Academic Editor: Tarique Hussain

Received11 Dec 2021

Revised12 Feb 2022

Accepted07 Mar 2022

Published04 Apr 2022

Abstract

Asthma is a chronic disease with eosinophilic inflammation and oxidative damages leading to airway obstruction. Naringenin is a phytochemical possessing strong antioxidant and anti-inflammatory activities against chronic destructive conditions. The current study is devoted to evaluating naringenin’s effects on the attenuation of inflammation and oxidative stress in lung tissue in a rat model of ovalbumin-induced asthma. Male Wistar rats were allocated to five groups of six: normal control (NC, receiving 1 ml/day of normal saline, orally), asthmatic (AS, receiving ovalbumin (1 mg/mL), and alum (1 mg/mL in saline) on days 0 and 14. Then, on days 21, 22, and 23, they were sensitized with the inhalation of ovalbumin), AS treated with dexamethasone (AS, 1 mg/kg/day, orally) [AS + D1], AS treated with naringenin (20 mg/kg/day, orally) [AS + N20], and AS treated with naringenin (40 mg/kg/day, orally) [AS + N40]. All the groups received associated drugs/agents for 28 days. Finally, bronchoalveolar lavage fluid (BALF) and lung tissue samples were taken off from the animals. The eosinophil count in BALF and malondialdehyde (MDA), glutathione (GSH), interleukin-13 and -4 (IL-13 and IL-4) levels were measured. Besides, the expression of urocortin (UCN) and surfactant protein-D (SP-D) were evaluated in the lung tissue using immunohistochemistry (IHC) and western blotting methods, respectively. Hematoxylin and eosin (H&E) staining were utilized to conduct histopathological analysis. Naringenin treatment significantly reduced MDA, remarkably increased GSH, and meaningfully reduced IL-4 and IL-13 levels in lung tissue. The count of eosinophils in the BALF of AS + N20 and AS + N40 was significantly reduced in comparison with the AS group. The UCN and SP-D protein levels were significantly decreased in the AS + N20 and AS + N40 groups compared to the AS group, using the IHC and western blot methods, respectively. Histopathological analysis data also confirm the results. Naringenin improves the symptoms of allergic asthma through antioxidant and anti-inflammatory effects.

1. Introduction

Asthma is an airway-associated complicated disease, diagnosed by reversible obstruction/stenosis/restructuring, severe inflammation, and oxidative stress. Such a condition is followed by structural or tissue alterations that occur at all levels of the bronchial respiratory tract and affect the whole layers of the respiratory tract [1]. These changes are included with increased smooth muscle mass due to cell hyperplasia and hypertrophy, epithelial surface metaplasia, goblet cell hyperplasia, increased mucus secretion, elevated number and diameter of vessels, and subepithelial fibrosis [2]. Airway inflammation is a complex molecular process that begins with an increase in inflammatory mediators and has now been shown to occur in response to increased oxidative stress [3]. During the inflammation process, migration of inflammatory cells to the mucosa and epithelium, especially those of eosinophils and mast cells, will be increased in the mucosa and the bronchoalveolar lavage fluid (BALF) of the respiratory tract [4]. In addition to the inflammatory nature of asthma, the role of oxidative stress in the pathogenesis of such a disease is also highlighted. It has been shown that serum antioxidant capacity is dramatically decreased during persistent asthma and asthma attacks, while oxidative mediators are increased [5–7]. An imbalance in the levels of oxidative mediators and inflammatory pathways restricts airflow and increases airway sensitivity. In this line, the lack of anti-oxidants and anti-inflammatory agents in the airways of patients with asthma exacerbates/increases the inflammatory response in asthmatic patients [8, 9].
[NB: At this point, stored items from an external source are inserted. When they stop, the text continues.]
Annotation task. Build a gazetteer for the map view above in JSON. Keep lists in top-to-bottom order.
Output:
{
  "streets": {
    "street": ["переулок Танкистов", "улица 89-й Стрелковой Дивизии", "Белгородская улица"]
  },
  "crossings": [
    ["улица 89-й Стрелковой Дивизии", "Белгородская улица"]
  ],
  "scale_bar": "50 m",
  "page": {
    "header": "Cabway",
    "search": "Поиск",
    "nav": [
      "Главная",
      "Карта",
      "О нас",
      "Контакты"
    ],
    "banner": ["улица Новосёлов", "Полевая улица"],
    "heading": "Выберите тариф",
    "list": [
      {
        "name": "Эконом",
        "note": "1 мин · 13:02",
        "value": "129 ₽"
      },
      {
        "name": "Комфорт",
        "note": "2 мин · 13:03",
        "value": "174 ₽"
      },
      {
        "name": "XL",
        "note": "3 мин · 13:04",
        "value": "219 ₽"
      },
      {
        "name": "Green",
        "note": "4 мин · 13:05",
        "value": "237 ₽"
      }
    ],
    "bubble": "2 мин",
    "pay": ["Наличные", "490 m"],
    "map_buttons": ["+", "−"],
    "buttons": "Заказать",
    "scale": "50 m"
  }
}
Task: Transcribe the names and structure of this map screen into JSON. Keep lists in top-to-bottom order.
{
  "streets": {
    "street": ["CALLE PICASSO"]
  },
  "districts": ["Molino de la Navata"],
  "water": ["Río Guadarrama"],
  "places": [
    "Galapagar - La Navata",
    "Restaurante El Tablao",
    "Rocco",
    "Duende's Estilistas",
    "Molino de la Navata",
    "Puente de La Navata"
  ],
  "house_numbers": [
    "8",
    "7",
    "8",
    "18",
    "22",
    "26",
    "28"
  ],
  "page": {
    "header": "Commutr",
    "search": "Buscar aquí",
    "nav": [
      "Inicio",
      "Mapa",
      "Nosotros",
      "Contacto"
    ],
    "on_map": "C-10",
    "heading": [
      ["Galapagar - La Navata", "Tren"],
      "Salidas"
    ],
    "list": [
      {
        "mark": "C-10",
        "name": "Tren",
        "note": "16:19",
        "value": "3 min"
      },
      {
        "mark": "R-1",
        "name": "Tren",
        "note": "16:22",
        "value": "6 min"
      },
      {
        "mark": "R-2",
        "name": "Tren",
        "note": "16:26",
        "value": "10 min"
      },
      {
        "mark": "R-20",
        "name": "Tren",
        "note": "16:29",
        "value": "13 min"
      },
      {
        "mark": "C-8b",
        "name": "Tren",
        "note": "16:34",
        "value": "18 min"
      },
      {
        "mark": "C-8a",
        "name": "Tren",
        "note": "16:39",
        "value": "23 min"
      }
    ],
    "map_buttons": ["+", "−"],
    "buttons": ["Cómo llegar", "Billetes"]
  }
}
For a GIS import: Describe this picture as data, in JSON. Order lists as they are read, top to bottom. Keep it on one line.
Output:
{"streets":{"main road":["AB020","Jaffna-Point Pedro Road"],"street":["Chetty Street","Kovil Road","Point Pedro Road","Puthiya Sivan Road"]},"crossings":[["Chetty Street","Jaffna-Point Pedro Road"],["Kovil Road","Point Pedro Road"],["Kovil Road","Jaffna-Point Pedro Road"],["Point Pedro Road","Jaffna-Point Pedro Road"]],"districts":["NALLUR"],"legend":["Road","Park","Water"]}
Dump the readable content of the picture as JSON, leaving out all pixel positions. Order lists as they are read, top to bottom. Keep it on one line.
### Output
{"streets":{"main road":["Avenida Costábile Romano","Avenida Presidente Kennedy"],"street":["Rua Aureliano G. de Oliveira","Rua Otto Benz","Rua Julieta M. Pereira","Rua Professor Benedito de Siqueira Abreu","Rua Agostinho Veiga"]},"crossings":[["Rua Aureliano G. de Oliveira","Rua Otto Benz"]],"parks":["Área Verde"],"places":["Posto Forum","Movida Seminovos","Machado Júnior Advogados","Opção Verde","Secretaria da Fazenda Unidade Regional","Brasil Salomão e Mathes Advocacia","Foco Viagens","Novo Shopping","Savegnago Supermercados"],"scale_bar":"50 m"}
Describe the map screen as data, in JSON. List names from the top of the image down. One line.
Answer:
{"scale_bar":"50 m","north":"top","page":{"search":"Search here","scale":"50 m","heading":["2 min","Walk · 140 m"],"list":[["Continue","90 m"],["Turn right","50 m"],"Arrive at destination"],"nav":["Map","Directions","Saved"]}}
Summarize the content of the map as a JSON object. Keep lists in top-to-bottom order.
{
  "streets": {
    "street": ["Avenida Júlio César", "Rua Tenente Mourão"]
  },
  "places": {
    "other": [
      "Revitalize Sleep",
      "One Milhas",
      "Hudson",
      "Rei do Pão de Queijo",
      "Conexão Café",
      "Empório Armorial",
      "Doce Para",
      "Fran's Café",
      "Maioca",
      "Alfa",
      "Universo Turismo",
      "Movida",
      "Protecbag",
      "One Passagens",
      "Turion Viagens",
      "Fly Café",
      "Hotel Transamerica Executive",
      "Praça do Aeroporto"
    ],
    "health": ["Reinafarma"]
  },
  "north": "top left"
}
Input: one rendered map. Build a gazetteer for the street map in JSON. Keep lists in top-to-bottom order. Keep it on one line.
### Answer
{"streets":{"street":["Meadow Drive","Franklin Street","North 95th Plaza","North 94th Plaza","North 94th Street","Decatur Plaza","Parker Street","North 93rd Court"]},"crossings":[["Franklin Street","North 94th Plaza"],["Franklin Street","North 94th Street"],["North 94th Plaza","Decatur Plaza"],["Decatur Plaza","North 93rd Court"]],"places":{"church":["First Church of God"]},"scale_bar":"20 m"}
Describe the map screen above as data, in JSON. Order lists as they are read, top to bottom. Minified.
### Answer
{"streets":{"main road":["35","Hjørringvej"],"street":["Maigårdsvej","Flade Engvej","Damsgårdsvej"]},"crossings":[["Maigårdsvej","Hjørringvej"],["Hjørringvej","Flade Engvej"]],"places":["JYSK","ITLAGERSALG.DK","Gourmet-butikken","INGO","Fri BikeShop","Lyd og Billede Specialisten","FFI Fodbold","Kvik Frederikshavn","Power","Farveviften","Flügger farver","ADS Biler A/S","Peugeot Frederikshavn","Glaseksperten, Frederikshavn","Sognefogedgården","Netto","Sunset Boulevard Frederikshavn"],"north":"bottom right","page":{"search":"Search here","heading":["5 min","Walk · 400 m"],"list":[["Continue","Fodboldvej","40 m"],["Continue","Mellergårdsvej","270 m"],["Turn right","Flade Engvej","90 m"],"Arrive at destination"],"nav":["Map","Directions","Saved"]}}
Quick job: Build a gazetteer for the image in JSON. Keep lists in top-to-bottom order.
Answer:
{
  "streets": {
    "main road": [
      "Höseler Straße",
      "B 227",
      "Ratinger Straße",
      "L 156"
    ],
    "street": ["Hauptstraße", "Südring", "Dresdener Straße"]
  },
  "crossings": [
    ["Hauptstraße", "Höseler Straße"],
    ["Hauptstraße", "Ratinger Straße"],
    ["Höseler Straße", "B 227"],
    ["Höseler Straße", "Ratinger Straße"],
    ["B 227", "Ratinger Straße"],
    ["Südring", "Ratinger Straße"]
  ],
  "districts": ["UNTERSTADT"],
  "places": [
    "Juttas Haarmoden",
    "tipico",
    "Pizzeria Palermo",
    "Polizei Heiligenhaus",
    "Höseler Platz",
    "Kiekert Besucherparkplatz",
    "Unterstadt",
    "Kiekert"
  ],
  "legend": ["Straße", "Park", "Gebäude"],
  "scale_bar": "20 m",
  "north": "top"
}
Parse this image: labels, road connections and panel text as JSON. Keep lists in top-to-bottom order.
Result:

From the therapeutic point of asthma, prevailing studies have shown the severe side effects of long-term use of asthma medications (e.g., corticosteroids), damaging the kidney, liver, heart, digestive system, immune system, and emergence of types of cancer [10, 11]. It urges the need for finding novel alternative treatments to combat asthma complications, which possess higher efficacy and lower side effects. The plant kingdom, especially flavonoid, has shown a wide range of antioxidant and immunomodulatory activities with the potential to fight asthma [12–14].

Naringenin (4, 5, 7-trihydroxyflavanone) is a flavonoid derived from grapes and citrus, which has recently shown positive effects on the respiratory system [15]. This flavonoid has also been proven to possess various pharmacological properties such as anticancer, antimutation, and antiatherogenic [16, 17]. Naringenin is found in citrus fruits, tomatoes, and a species of fig called Ficus carica [18]. The anti-inflammatory properties of orange juice were exerted by inhibiting the production of nitric oxide and prostaglandin E2. Besides, naringenin’s antioxidant and hypoglycemic properties have been confirmed by reducing oxidative mediators [19–25]. In this regard, previous studies have shown the effectiveness of naringenin in treating airway inflammatory diseases such as chronic obstructive pulmonary disease, asthma, and coronavirus disease 2019 [26–28]. Studies have shown that naringenin can improve chronic inflammation and remodelling of lung tissue through anti-inflammatory mechanisms, including reducing T helper type 2 (Th2) cytokines and decreasing immunoglobulin E levels in BALF [29]. Also, it has been proven that naringenin chalcone improves inflammation in allergic asthma by inhibiting cluster of differentiation 4T (CD4T) cells activity and the production of histamine from mast cells. It also reduces the production of cytokines, including interleukin (IL)-4, IL-5, and IL-13, and reduces mucus secretion [30]. It is well known that IL-13 causes an over-reaction in the airways and IL-4 stimulates mucus secretion, which are obvious indicators of asthma [31]. Naringenin has also been shown to inhibit the expression of thymic stromal lymphopoietin, an important marker of allergic disease, and also reduce nuclear factor kappa-light-chain-enhancer of activated B cells (NF-κB) activity [32]. The anti-inflammatory mechanism effect of naringenin has been shown in additional studies to work by inhibiting the NF-κB and mitogen-activated protein kinase signal pathways. Such an effect was applied by reducing the levels of inflammatory cytokines such as IL-33, tumor necrosis factor alpha (TNF-α) and IL-1β that are associated with reducing the symptoms of inflammation and controlling inflammatory diseases. Hence, this phytochemical has been introduced as an immunomodulator [33].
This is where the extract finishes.